1 Support board 2 Embedded insulation layer 3 Element formation layer 4 Oxide film 5 Nitride film 6 PGS layer 7 Resist 8A, 8B Oxide film 9 High concentration area 10 Conductor 11 Wiring 12 Hole 13 Through hole 14 Beer hall 31 Trench insulation part 32 Field oxidation section 33 Oxide film 34 Beer hall 35 Polysilicon 36 Ohmic contact surface 37 Contact surface 38 Via hole formation area 39 MOS transistor area 40 Bipolar transistor area

Claims (3)

[Claims] 1. An SOI (Silicon o
nInsulator) In the element substrate, a through hole (13) whose inner surface is covered with an oxide film (8A) that penetrates the element forming layer (3) and the buried insulating layer (2); A conductor (10) is buried and selectively deposited, and the conductor (10) is connected to the wiring (11) provided on the element forming layer (3) and the supporting substrate (1).

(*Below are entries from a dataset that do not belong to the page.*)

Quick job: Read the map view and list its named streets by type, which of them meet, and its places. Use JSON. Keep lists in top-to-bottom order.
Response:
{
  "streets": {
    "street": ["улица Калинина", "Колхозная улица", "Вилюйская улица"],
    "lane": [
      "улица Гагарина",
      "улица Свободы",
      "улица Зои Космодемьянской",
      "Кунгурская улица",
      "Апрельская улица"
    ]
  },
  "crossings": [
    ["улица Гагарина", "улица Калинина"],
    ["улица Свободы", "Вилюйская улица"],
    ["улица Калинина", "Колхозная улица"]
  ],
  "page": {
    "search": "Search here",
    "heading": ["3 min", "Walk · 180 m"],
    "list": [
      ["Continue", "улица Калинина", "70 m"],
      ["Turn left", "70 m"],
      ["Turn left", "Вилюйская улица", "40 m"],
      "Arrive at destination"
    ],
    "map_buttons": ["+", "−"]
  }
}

A semiconductor device characterized by being electrically connected. 2. The semiconductor device according to claim 1, wherein the conductor (10) is made of any one of tungsten, copper, titanium, and aluminum. 3. A hole (12) is formed by anisotropic RIE (reactive ion etching) to penetrate the element forming layer (3) and the buried insulating layer (2) and reach the support substrate (1).
) and forming an oxide film (8A, 8
B) and the hole (12
) by removing the oxide film (8B) on the bottom surface of the through hole (13).
), a step of filling the through hole (13) by selectively growing the conductor (10) from the bottom surface of the through hole (13) by CVD (chemical vapor deposition); 3. The method of manufacturing a semiconductor device according to claim 1, further comprising the step of providing a conductor (11) on the element formation layer (3) in contact with the conductor (10).